== What is expected ==
For the entries that appear below, write out the exact text and omit the pictures.

(Stored data)
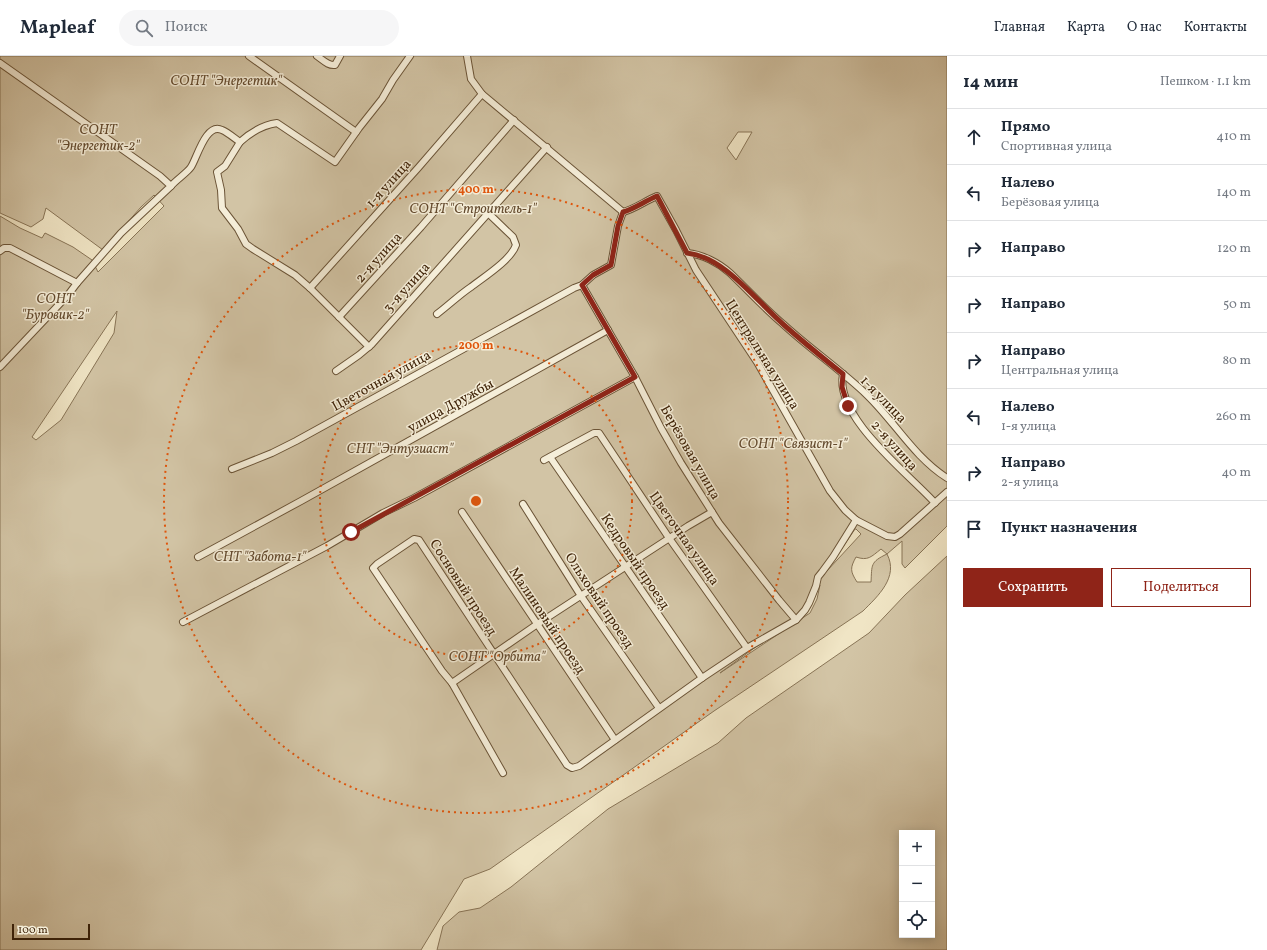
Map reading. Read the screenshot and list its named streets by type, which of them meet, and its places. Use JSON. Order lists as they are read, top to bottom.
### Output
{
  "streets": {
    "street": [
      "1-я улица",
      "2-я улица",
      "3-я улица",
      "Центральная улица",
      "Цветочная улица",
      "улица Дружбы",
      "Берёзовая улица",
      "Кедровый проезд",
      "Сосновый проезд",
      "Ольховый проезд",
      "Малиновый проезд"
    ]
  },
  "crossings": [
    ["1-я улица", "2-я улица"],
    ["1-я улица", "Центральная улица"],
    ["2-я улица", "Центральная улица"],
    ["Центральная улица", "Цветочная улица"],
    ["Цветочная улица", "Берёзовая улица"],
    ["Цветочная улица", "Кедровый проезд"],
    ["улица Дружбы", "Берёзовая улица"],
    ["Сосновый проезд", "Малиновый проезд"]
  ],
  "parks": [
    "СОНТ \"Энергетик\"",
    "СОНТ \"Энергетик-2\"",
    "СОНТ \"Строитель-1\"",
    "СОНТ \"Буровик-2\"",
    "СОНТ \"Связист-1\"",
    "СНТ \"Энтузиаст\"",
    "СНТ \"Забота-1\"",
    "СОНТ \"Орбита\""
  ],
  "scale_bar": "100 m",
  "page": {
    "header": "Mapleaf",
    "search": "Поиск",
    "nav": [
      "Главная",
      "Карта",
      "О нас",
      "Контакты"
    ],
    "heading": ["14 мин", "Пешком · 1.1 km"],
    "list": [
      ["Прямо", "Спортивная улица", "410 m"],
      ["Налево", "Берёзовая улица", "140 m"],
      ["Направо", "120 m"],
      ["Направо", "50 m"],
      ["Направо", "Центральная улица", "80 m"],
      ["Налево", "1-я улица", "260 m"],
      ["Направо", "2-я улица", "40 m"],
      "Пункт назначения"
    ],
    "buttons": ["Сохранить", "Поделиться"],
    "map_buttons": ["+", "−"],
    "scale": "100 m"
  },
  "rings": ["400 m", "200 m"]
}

== Solution to the problem ==
Map reading. Read the screenshot and list its named streets by type, which of them meet, and its places. Use JSON. Order lists as they are read, top to bottom.
### Output
{
  "streets": {
    "street": [
      "1-я улица",
      "2-я улица",
      "3-я улица",
      "Центральная улица",
      "Цветочная улица",
      "улица Дружбы",
      "Берёзовая улица",
      "Кедровый проезд",
      "Сосновый проезд",
      "Ольховый проезд",
      "Малиновый проезд"
    ]
  },
  "crossings": [
    ["1-я улица", "2-я улица"],
    ["1-я улица", "Центральная улица"],
    ["2-я улица", "Центральная улица"],
    ["Центральная улица", "Цветочная улица"],
    ["Цветочная улица", "Берёзовая улица"],
    ["Цветочная улица", "Кедровый проезд"],
    ["улица Дружбы", "Берёзовая улица"],
    ["Сосновый проезд", "Малиновый проезд"]
  ],
  "parks": [
    "СОНТ \"Энергетик\"",
    "СОНТ \"Энергетик-2\"",
    "СОНТ \"Строитель-1\"",
    "СОНТ \"Буровик-2\"",
    "СОНТ \"Связист-1\"",
    "СНТ \"Энтузиаст\"",
    "СНТ \"Забота-1\"",
    "СОНТ \"Орбита\""
  ],
  "scale_bar": "100 m",
  "page": {
    "header": "Mapleaf",
    "search": "Поиск",
    "nav": [
      "Главная",
      "Карта",
      "О нас",
      "Контакты"
    ],
    "heading": ["14 мин", "Пешком · 1.1 km"],
    "list": [
      ["Прямо", "Спортивная улица", "410 m"],
      ["Налево", "Берёзовая улица", "140 m"],
      ["Направо", "120 m"],
      ["Направо", "50 m"],
      ["Направо", "Центральная улица", "80 m"],
      ["Налево", "1-я улица", "260 m"],
      ["Направо", "2-я улица", "40 m"],
      "Пункт назначения"
    ],
    "buttons": ["Сохранить", "Поделиться"],
    "map_buttons": ["+", "−"],
    "scale": "100 m"
  },
  "rings": ["400 m", "200 m"]
}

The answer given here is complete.